Terry’s final “boat and boat related expenses totaled $17,538. While Terry’s expenses were the highest, it still worked out to be only $52.50 a day
for the 334 nights they spent on the Loop. One can’t even stay a night in a cheapest of Motels for that price.
      Mr. P made this voyage in a 48' twin engine cruiser. He cruised the same route, but took off a month early to visit relatives. His voyage was the
most expensive of all. The 36-footers in our group averaged paying $10,224 in Marina fees for docking & hook-ups. My P in his 49-footer averaged
paying $108.00 a night for a slip in a Marina with 50-Amp electric. He spent 309-nights in a marina at a cost exceeding $ 33,000. He also spent
$14,412 for fuel. His expenses averaged out to be $155.00 a day for 309 days on the Loop. (But, he can comfortably afford it and still have plenty of
fun all the way the around the Loop!)
      James and son Allen, made this voyage in a 27' Tug. They burned 1,153 gallons of fuel cruising most of the way at 8-mph.

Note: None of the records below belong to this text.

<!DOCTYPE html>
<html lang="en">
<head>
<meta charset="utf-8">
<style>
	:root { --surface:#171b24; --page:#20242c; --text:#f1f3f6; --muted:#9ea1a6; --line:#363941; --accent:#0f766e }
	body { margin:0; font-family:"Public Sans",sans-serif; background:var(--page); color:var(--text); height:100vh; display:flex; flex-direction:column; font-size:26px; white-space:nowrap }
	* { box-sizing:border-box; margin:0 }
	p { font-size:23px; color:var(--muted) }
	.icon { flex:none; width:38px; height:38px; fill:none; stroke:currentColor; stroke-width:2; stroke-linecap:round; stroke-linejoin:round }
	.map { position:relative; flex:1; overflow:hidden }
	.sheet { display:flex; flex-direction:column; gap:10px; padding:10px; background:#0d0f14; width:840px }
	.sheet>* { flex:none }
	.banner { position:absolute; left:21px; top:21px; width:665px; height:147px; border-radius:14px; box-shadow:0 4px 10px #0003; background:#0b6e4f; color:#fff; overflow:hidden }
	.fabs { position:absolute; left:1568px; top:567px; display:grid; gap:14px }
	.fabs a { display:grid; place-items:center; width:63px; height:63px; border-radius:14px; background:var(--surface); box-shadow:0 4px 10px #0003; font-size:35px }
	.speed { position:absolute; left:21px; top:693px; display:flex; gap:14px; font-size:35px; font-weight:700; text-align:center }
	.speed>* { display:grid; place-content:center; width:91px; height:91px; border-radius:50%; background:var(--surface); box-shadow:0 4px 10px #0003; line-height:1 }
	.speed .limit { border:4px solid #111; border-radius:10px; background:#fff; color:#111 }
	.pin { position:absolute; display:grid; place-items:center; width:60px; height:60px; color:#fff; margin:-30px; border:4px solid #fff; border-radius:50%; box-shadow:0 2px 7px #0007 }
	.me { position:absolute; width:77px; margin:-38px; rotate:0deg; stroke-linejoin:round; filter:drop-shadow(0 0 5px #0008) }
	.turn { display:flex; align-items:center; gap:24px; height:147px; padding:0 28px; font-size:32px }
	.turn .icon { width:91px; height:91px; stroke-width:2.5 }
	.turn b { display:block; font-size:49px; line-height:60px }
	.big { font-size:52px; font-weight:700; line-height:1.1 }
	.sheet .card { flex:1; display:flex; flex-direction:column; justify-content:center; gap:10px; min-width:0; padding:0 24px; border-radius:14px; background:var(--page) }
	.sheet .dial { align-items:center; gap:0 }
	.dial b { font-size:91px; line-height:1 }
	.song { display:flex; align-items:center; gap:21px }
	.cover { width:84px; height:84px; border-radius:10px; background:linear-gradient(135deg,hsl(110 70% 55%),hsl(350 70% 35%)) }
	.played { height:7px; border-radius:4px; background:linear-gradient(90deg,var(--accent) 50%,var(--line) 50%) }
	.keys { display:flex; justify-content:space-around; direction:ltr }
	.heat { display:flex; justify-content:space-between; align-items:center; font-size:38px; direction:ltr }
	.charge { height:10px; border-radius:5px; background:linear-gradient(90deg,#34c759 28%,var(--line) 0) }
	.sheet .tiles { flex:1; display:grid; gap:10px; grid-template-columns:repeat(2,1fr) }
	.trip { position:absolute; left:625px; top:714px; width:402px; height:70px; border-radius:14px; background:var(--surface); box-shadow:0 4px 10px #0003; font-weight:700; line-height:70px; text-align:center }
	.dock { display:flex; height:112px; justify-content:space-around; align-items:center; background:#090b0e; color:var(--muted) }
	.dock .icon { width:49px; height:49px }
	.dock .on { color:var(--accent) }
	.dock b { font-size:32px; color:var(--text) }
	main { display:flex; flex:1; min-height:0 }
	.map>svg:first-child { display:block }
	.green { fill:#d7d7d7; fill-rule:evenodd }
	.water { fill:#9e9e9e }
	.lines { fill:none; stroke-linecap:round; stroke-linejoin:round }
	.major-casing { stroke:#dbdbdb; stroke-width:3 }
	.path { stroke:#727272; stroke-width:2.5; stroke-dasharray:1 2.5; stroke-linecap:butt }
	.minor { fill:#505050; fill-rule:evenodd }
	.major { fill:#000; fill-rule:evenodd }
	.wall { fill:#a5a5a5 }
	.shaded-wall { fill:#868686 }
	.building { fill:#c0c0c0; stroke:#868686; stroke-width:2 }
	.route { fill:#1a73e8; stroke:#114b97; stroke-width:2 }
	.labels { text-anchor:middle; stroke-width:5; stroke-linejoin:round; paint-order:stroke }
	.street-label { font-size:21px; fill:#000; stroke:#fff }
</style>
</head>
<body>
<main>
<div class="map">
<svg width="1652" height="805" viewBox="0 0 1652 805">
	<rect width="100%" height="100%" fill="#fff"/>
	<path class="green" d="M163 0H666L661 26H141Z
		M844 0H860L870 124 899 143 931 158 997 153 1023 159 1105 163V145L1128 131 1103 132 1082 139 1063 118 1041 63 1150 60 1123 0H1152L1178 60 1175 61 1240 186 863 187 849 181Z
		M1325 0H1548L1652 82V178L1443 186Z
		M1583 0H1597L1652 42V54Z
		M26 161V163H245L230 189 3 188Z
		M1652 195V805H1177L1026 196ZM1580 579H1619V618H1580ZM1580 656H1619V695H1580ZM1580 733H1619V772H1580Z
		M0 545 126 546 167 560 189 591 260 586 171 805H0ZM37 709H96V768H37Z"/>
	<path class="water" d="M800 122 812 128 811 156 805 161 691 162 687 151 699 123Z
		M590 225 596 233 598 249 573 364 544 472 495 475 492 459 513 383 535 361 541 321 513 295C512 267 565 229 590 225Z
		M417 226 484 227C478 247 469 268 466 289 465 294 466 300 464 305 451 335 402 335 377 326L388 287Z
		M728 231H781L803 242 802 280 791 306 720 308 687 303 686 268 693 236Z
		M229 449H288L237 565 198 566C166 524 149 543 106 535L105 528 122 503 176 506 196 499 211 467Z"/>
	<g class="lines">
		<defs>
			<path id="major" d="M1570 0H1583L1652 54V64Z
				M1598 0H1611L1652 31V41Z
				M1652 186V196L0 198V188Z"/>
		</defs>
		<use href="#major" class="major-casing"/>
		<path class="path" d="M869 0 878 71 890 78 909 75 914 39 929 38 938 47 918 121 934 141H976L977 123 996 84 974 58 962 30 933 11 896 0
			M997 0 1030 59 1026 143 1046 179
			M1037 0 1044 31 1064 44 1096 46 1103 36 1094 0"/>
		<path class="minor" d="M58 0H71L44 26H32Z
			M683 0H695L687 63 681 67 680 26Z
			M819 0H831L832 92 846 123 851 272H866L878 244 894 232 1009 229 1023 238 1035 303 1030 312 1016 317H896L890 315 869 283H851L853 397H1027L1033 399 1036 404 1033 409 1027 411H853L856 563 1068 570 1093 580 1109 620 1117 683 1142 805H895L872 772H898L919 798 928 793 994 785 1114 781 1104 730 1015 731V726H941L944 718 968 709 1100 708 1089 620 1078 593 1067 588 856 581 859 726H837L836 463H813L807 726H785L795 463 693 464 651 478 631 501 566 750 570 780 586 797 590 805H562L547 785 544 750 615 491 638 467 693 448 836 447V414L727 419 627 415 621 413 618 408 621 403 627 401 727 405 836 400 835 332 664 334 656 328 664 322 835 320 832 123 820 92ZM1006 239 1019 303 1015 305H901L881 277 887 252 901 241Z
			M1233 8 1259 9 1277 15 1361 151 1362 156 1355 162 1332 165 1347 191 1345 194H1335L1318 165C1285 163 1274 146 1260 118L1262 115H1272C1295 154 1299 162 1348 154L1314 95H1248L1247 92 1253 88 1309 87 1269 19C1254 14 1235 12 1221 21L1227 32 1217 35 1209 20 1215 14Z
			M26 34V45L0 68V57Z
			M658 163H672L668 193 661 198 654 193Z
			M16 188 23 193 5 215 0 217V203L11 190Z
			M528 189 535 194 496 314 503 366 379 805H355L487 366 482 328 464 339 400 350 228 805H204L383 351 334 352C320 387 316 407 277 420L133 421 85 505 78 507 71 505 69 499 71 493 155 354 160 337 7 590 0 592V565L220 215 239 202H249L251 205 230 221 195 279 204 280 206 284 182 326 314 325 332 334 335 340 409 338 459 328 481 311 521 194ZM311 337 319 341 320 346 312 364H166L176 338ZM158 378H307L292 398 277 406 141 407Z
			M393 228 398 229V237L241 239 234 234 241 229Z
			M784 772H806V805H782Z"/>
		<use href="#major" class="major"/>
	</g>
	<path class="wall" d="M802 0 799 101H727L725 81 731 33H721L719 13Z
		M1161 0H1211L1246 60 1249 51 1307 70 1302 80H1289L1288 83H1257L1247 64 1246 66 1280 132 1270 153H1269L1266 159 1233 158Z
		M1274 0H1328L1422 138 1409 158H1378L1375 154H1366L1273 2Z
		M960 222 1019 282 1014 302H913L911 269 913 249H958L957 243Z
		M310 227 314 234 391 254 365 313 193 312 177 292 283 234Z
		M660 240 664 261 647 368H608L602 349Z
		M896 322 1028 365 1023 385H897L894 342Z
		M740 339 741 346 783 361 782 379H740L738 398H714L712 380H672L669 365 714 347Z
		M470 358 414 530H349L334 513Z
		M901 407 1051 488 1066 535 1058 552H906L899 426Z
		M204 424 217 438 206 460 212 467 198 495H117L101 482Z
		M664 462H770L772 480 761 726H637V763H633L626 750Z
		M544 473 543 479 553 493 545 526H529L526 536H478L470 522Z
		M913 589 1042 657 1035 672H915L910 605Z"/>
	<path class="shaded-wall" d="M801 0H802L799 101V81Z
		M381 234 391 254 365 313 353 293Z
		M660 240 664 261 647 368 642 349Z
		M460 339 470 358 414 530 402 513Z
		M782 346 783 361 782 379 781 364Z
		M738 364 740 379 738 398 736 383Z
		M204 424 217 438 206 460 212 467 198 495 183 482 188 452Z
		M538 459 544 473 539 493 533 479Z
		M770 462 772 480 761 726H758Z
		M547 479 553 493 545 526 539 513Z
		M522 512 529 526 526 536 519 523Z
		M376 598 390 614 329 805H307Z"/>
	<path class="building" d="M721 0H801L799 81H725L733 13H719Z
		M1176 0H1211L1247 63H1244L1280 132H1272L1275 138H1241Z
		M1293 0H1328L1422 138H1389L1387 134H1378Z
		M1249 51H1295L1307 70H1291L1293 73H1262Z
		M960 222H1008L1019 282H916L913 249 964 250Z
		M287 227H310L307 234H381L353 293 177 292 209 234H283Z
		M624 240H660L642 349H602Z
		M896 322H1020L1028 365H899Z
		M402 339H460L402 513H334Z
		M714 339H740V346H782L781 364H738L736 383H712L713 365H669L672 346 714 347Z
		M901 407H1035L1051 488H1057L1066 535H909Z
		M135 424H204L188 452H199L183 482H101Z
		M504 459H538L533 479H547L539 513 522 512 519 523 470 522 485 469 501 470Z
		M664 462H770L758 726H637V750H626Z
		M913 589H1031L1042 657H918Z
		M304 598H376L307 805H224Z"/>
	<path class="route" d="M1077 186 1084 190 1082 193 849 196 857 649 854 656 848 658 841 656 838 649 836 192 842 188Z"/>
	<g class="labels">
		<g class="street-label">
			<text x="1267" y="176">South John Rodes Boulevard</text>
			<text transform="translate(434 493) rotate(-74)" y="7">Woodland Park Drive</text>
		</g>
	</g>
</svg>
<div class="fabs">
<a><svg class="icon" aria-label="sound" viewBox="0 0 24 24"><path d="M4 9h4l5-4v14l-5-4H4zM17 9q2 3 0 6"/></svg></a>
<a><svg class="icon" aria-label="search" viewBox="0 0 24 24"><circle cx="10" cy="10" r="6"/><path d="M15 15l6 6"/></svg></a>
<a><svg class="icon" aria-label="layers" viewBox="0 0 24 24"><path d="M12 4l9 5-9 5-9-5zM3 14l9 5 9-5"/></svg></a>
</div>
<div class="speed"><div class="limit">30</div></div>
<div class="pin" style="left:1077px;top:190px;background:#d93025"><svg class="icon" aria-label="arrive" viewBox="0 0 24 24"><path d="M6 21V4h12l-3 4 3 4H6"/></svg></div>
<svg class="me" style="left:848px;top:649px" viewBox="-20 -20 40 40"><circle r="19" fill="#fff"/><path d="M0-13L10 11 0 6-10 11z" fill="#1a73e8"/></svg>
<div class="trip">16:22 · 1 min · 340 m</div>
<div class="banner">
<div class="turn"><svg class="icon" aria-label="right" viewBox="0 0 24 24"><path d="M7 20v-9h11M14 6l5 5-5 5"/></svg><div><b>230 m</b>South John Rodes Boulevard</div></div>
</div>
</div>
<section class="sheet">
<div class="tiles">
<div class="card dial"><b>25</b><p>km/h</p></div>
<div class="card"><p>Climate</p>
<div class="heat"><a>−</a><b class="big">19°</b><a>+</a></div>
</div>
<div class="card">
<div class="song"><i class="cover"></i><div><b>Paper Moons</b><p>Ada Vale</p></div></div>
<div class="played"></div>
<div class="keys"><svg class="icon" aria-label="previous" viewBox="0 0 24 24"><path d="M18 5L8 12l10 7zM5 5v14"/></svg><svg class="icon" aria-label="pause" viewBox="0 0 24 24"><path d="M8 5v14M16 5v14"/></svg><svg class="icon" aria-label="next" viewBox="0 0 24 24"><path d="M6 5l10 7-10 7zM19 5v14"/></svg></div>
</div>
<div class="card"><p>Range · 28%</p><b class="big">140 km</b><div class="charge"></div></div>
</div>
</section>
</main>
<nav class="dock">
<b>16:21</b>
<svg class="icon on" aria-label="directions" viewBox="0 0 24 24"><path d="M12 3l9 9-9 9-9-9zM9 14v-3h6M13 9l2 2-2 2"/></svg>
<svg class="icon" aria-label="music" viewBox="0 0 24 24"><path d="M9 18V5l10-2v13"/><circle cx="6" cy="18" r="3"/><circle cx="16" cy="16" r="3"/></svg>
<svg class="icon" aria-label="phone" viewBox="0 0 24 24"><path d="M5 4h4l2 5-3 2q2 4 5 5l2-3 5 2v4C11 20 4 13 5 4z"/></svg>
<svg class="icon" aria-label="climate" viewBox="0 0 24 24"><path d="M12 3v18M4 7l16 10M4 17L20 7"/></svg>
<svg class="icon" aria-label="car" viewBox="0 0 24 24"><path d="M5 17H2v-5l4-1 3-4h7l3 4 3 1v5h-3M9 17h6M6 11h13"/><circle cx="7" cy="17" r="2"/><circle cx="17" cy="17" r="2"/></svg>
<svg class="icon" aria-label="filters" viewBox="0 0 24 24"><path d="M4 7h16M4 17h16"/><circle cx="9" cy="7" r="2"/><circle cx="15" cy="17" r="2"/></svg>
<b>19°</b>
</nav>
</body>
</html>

As a result, they
spent a total of $3,136 for fuel and another $7,839 in marina and hook-up frees for total "boat & boat related" expenses of $11,985. They made this
voyage in a very nice comfortable vessel on very practical and reasonable budget. That averages out to be $36.00 a day for 334 days spent on
America's Great Loop. That's cheaper than the cheapest motel room and it includes fuel & fees!
Choose your boat wisely.
The money you save, will be your own!